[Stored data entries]
※ ※ ※

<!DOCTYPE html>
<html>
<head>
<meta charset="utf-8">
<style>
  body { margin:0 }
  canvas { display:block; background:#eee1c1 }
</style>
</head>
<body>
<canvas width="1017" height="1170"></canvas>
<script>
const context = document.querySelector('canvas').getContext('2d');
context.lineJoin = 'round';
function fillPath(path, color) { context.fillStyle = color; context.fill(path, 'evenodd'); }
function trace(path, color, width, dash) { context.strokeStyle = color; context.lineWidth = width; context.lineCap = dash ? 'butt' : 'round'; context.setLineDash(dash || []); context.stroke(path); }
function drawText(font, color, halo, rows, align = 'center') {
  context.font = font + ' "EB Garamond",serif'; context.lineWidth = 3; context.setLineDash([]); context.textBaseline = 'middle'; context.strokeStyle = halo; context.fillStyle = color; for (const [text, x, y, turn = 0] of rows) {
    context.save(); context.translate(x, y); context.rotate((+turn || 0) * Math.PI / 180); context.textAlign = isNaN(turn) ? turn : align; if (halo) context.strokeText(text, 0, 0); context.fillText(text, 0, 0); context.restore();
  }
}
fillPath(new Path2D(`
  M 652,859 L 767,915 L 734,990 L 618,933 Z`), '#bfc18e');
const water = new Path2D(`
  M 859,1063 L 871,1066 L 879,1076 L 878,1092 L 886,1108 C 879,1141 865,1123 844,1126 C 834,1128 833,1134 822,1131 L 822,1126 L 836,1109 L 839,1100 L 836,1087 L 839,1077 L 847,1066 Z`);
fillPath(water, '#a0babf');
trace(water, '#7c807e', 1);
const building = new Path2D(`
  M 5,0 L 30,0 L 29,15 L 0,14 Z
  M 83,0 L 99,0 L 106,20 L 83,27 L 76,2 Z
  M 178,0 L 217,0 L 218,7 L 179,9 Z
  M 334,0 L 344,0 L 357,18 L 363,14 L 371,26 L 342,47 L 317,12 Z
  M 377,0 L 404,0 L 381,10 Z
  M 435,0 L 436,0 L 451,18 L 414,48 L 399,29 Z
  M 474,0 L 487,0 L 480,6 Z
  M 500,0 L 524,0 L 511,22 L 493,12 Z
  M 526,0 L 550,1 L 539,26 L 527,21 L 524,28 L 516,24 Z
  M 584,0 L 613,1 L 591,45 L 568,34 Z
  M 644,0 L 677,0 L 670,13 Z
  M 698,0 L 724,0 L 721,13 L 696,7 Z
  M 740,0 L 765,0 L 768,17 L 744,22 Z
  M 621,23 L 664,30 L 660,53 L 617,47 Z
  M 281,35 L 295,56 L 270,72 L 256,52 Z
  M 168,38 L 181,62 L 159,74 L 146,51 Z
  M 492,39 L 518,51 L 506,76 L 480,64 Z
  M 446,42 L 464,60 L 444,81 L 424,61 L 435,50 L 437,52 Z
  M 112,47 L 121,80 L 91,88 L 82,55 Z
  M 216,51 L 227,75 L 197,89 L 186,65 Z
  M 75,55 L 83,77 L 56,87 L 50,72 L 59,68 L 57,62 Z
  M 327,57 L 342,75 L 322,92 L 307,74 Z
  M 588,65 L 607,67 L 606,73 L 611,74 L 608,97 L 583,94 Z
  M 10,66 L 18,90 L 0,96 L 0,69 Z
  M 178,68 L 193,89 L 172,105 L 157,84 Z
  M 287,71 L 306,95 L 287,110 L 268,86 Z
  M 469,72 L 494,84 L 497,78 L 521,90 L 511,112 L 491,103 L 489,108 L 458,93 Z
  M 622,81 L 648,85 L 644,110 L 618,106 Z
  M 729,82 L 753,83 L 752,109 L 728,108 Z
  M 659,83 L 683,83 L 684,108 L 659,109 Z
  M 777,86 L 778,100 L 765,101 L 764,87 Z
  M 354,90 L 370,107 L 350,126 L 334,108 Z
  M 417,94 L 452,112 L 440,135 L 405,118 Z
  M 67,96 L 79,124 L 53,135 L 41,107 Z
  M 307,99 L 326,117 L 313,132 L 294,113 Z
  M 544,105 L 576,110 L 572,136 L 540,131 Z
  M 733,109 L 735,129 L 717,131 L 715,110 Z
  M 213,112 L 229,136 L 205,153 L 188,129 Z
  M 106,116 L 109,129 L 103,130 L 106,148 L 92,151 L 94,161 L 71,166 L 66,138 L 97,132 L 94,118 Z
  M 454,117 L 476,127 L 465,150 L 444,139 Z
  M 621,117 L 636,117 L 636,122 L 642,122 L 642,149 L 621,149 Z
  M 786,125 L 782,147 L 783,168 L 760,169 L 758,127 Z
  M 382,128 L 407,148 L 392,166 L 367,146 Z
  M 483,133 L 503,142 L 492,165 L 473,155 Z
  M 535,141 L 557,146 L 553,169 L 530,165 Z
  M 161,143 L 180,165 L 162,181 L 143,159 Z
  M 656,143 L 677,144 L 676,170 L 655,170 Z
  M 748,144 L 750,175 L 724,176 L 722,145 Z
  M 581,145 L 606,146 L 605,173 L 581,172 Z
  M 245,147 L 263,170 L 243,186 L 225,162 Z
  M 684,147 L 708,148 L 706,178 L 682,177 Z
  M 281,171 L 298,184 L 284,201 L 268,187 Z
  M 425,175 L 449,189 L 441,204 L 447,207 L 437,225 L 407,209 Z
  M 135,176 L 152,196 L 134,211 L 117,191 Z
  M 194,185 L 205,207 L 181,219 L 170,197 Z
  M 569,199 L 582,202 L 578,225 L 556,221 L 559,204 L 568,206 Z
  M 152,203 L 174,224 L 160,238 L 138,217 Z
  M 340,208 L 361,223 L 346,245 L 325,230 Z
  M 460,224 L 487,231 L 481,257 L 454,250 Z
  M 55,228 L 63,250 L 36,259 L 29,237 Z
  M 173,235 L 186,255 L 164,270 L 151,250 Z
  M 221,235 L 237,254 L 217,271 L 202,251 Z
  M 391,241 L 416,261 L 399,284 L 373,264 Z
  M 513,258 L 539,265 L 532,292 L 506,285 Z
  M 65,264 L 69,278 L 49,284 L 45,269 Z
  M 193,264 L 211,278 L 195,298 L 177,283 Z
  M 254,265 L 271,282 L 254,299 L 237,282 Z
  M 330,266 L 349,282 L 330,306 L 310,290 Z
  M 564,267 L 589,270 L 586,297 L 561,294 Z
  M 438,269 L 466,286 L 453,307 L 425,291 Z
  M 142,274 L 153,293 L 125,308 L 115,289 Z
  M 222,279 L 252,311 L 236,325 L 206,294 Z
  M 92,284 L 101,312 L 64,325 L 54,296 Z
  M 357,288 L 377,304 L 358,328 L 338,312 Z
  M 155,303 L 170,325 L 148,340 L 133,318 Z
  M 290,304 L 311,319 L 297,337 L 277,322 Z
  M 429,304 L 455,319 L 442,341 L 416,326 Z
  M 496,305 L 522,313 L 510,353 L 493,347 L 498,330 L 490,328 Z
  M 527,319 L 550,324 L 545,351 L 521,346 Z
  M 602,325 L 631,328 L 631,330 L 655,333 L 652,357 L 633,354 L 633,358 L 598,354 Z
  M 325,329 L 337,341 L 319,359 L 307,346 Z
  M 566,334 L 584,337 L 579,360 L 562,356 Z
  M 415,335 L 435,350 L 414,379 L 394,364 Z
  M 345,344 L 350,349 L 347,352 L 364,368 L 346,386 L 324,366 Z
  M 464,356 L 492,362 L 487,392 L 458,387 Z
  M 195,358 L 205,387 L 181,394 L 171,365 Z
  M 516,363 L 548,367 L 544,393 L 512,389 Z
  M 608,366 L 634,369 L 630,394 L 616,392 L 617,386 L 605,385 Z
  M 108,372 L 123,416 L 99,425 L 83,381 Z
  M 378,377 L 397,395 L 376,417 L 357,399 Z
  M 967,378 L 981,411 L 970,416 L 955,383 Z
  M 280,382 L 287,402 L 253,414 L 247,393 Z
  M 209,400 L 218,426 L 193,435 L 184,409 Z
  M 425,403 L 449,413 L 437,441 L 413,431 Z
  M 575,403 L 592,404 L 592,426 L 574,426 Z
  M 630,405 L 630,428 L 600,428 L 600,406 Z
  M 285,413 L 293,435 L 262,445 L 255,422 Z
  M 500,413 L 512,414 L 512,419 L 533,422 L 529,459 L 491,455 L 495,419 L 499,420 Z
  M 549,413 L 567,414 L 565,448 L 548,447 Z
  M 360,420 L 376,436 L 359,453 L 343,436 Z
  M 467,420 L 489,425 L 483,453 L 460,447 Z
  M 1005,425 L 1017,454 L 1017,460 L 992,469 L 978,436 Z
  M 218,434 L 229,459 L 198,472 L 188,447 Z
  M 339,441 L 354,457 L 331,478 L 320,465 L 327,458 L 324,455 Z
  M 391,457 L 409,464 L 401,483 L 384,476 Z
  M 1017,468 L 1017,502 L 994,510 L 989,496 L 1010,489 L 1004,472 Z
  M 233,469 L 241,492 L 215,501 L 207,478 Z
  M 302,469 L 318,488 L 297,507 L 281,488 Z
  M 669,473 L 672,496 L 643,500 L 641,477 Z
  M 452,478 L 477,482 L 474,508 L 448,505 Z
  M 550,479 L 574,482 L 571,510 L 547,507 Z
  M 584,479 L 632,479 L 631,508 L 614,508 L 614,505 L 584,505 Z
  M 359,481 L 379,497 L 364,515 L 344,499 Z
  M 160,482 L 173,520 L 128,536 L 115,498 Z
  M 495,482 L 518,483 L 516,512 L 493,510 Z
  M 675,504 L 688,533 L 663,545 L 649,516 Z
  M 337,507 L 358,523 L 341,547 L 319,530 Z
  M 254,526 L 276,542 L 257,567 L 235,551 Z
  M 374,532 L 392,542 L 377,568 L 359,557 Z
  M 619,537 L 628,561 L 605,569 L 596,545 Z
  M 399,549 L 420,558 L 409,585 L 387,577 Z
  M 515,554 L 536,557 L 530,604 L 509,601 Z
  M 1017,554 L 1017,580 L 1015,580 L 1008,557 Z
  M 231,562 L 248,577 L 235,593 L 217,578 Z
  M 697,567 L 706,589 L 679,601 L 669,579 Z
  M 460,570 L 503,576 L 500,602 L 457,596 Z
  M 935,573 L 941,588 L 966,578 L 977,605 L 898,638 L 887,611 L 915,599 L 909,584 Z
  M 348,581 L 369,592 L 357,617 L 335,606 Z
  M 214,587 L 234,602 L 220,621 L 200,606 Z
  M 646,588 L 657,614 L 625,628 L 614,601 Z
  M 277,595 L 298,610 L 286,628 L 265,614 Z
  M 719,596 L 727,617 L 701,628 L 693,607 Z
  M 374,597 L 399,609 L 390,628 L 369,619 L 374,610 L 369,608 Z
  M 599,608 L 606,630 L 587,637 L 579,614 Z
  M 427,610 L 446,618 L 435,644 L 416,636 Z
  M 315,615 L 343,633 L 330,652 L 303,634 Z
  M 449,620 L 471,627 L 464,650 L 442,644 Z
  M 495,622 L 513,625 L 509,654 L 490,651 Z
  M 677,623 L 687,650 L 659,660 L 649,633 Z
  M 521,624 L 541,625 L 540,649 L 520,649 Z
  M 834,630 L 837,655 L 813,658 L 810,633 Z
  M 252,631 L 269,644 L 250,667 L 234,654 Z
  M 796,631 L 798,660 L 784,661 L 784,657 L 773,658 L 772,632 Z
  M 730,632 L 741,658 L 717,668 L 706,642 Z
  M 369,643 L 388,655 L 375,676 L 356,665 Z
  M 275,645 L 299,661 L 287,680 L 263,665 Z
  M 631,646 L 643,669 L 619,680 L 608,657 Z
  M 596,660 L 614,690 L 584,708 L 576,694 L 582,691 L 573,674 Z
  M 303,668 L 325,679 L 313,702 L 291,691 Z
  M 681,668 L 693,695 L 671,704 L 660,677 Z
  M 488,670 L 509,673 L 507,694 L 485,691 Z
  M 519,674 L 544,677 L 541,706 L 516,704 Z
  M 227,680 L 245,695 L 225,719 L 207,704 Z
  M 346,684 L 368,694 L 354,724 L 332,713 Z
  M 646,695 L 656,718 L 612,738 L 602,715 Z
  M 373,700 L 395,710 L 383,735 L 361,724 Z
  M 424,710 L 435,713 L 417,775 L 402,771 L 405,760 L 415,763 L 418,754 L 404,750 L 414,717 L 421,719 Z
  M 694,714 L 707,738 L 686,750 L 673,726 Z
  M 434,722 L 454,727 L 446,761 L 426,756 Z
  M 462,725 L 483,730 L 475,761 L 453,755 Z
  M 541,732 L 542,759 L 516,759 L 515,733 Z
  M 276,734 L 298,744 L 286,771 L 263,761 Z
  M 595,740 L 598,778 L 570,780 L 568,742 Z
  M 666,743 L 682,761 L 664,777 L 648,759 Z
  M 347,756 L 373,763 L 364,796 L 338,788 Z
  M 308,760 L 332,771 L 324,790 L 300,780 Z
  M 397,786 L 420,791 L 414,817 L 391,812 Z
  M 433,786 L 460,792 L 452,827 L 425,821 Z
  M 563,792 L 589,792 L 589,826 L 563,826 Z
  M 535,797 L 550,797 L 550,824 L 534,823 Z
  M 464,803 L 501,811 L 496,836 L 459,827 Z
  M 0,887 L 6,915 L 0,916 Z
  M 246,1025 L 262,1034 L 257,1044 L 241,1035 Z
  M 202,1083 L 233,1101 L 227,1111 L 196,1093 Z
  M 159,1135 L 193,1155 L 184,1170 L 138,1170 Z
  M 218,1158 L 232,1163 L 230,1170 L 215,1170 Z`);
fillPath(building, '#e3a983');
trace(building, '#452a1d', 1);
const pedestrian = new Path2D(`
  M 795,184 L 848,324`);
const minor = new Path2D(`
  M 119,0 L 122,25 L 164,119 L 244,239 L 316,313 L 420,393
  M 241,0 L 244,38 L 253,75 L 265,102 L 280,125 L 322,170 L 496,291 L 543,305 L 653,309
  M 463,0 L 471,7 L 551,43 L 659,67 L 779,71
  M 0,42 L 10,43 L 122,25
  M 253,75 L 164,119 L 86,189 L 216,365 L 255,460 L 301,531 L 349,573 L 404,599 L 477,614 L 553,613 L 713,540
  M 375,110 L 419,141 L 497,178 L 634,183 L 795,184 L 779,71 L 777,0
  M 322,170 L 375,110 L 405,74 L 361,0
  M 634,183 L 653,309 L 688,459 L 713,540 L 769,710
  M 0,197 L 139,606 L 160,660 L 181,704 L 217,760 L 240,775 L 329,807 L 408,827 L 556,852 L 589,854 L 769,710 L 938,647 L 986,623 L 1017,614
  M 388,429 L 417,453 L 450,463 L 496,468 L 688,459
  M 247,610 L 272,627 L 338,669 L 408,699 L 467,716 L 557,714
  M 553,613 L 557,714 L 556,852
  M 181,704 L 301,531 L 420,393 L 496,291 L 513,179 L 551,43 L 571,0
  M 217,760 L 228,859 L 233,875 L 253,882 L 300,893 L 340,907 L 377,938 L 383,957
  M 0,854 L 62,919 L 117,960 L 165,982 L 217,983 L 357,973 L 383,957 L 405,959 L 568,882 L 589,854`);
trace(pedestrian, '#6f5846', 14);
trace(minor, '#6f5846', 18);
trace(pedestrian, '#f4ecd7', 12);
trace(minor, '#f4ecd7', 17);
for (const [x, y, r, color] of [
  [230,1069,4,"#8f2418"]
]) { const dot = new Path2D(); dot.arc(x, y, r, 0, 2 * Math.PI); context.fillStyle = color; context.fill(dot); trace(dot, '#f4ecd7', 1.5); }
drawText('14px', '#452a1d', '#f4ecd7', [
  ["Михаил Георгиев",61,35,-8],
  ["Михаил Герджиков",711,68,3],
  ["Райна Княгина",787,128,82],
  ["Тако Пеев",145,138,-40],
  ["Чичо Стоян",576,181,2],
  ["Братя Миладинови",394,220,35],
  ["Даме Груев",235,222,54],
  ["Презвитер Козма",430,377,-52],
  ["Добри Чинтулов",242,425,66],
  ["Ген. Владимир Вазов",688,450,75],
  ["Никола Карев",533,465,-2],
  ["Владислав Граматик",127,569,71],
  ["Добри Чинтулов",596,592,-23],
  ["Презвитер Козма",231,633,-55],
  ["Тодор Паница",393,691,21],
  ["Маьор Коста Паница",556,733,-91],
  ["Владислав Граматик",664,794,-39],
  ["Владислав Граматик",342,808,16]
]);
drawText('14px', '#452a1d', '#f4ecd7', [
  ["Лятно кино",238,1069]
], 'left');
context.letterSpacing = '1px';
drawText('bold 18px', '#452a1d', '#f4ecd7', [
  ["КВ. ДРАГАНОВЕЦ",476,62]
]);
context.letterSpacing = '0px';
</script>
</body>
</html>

※ ※ ※

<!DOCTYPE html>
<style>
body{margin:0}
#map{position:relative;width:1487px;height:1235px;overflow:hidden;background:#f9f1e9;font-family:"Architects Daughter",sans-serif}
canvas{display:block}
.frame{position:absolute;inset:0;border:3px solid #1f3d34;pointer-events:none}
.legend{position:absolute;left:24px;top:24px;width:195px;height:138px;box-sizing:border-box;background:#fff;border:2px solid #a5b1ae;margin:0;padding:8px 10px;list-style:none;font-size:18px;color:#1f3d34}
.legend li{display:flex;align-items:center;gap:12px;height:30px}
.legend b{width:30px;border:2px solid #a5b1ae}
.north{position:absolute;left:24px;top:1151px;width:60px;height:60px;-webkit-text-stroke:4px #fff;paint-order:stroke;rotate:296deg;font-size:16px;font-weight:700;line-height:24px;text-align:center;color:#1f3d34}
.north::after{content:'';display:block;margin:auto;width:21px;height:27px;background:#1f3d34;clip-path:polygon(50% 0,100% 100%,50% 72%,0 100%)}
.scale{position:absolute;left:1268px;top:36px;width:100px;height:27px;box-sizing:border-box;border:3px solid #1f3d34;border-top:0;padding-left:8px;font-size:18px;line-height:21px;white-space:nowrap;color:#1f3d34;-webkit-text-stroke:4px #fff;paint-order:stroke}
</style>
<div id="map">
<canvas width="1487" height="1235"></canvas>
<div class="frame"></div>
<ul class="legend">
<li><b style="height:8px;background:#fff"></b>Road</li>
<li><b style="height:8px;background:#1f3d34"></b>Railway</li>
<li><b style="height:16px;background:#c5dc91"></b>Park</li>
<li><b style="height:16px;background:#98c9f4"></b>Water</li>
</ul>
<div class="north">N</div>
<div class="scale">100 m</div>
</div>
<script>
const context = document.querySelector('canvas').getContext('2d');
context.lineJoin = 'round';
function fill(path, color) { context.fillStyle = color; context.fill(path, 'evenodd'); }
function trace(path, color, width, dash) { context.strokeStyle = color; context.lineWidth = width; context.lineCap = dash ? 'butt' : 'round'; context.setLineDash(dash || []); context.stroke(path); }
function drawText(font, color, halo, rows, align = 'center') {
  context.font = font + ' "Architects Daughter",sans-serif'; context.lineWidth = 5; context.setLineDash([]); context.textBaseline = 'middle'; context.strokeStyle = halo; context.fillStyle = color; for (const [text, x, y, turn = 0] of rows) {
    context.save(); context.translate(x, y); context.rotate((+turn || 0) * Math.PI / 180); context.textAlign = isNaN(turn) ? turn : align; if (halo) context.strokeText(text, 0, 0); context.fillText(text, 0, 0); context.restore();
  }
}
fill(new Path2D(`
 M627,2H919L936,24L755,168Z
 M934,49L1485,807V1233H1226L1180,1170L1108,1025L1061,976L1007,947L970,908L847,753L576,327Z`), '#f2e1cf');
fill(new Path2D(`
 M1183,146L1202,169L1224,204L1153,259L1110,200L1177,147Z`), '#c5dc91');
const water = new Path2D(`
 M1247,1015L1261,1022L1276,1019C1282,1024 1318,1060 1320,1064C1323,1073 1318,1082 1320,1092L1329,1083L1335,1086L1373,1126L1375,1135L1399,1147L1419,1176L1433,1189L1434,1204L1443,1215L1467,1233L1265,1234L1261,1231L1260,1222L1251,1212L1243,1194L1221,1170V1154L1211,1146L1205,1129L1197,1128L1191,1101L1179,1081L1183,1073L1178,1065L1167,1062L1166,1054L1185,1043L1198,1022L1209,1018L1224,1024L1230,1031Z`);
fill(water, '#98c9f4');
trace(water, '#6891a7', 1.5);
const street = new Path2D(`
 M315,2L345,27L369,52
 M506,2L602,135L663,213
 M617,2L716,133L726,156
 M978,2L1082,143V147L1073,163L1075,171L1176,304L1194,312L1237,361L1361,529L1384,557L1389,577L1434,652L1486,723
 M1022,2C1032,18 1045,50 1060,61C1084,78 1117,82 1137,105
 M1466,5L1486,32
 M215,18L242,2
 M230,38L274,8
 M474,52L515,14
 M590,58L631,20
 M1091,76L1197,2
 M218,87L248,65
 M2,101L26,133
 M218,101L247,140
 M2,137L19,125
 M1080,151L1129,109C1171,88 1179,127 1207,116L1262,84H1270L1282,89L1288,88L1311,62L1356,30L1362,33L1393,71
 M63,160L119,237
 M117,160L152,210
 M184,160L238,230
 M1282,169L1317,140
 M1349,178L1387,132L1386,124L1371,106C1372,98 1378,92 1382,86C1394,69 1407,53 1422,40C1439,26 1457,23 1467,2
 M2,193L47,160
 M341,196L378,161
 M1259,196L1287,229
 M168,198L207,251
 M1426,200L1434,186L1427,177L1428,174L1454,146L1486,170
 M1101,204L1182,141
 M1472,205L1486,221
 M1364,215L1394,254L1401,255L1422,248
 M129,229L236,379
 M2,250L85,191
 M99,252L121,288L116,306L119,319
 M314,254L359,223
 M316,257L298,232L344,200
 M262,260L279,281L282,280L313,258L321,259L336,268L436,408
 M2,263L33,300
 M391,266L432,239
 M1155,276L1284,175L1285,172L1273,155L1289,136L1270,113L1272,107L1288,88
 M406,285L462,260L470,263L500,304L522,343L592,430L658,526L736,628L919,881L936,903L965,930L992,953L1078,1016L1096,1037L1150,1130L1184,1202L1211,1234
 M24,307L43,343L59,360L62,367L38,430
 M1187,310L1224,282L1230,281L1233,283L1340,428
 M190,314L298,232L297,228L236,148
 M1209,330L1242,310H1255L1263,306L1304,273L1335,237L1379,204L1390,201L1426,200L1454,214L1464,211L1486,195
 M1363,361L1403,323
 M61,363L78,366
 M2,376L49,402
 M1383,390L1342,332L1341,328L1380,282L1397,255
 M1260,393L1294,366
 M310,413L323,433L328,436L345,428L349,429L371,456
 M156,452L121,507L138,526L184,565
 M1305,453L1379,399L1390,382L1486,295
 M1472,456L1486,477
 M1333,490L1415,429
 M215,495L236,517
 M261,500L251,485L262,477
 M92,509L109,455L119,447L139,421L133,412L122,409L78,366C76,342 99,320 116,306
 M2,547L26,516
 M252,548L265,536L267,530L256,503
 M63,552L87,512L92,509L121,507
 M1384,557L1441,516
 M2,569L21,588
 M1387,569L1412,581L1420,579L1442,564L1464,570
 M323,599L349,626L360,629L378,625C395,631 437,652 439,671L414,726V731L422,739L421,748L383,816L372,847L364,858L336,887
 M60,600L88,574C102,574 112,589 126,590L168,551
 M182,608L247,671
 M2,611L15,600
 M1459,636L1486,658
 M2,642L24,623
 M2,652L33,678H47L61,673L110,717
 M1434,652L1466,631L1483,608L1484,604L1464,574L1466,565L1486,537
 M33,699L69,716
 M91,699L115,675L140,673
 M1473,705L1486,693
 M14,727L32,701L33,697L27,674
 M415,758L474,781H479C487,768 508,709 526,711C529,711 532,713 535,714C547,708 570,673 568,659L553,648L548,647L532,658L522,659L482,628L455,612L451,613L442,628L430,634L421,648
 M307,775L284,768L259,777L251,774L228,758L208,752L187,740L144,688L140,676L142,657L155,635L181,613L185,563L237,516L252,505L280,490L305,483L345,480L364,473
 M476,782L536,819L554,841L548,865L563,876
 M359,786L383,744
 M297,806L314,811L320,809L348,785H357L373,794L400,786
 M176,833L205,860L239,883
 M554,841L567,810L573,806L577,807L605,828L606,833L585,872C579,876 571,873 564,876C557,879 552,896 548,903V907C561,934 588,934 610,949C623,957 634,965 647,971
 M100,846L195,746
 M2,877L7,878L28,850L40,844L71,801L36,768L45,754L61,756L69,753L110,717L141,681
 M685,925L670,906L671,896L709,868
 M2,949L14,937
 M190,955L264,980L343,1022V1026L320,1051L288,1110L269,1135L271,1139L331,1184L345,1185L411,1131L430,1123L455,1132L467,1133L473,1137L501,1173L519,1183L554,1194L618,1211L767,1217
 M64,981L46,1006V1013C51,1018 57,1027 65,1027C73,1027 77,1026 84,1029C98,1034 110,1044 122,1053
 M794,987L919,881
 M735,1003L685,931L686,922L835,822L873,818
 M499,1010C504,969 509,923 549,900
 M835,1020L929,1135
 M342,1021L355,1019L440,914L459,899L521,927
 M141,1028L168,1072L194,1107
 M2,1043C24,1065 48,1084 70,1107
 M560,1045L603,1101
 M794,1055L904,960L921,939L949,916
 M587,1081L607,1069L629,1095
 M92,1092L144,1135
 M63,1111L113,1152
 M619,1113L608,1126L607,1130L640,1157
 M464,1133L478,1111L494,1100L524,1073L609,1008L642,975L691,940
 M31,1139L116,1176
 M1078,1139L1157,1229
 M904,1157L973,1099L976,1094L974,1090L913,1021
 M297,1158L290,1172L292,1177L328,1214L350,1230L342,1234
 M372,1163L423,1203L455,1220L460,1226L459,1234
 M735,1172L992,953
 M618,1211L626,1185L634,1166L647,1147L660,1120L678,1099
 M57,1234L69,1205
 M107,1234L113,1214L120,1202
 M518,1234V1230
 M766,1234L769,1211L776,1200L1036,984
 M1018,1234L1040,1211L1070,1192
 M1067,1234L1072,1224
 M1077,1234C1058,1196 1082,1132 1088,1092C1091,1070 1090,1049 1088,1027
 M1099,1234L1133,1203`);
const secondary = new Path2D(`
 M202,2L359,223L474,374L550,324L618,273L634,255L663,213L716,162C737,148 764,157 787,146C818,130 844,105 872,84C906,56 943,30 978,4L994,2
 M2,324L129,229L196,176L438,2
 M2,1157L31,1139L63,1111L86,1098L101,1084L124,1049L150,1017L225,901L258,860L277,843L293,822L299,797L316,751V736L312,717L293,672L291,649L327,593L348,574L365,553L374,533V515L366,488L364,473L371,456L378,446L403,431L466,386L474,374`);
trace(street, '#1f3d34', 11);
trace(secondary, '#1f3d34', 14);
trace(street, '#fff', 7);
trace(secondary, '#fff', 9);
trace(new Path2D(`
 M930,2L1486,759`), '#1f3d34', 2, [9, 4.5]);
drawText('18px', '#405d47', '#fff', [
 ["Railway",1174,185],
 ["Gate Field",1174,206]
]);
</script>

※ ※ ※

• **What the task requires**
Give only the lines from the one holding "M627,2H919L936,24L755,168Z" through the one holding "M129,229L236,379", each restated exactly as it appears above.

• **Written answer**
 M627,2H919L936,24L755,168Z
 M934,49L1485,807V1233H1226L1180,1170L1108,1025L1061,976L1007,947L970,908L847,753L576,327Z`), '#f2e1cf');
fill(new Path2D(`
 M1183,146L1202,169L1224,204L1153,259L1110,200L1177,147Z`), '#c5dc91');
const water = new Path2D(`
 M1247,1015L1261,1022L1276,1019C1282,1024 1318,1060 1320,1064C1323,1073 1318,1082 1320,1092L1329,1083L1335,1086L1373,1126L1375,1135L1399,1147L1419,1176L1433,1189L1434,1204L1443,1215L1467,1233L1265,1234L1261,1231L1260,1222L1251,1212L1243,1194L1221,1170V1154L1211,1146L1205,1129L1197,1128L1191,1101L1179,1081L1183,1073L1178,1065L1167,1062L1166,1054L1185,1043L1198,1022L1209,1018L1224,1024L1230,1031Z`);
fill(water, '#98c9f4');
trace(water, '#6891a7', 1.5);
const street = new Path2D(`
 M315,2L345,27L369,52
 M506,2L602,135L663,213
 M617,2L716,133L726,156
 M978,2L1082,143V147L1073,163L1075,171L1176,304L1194,312L1237,361L1361,529L1384,557L1389,577L1434,652L1486,723
 M1022,2C1032,18 1045,50 1060,61C1084,78 1117,82 1137,105
 M1466,5L1486,32
 M215,18L242,2
 M230,38L274,8
 M474,52L515,14
 M590,58L631,20
 M1091,76L1197,2
 M218,87L248,65
 M2,101L26,133
 M218,101L247,140
 M2,137L19,125
 M1080,151L1129,109C1171,88 1179,127 1207,116L1262,84H1270L1282,89L1288,88L1311,62L1356,30L1362,33L1393,71
 M63,160L119,237
 M117,160L152,210
 M184,160L238,230
 M1282,169L1317,140
 M1349,178L1387,132L1386,124L1371,106C1372,98 1378,92 1382,86C1394,69 1407,53 1422,40C1439,26 1457,23 1467,2
 M2,193L47,160
 M341,196L378,161
 M1259,196L1287,229
 M168,198L207,251
 M1426,200L1434,186L1427,177L1428,174L1454,146L1486,170
 M1101,204L1182,141
 M1472,205L1486,221
 M1364,215L1394,254L1401,255L1422,248
 M129,229L236,379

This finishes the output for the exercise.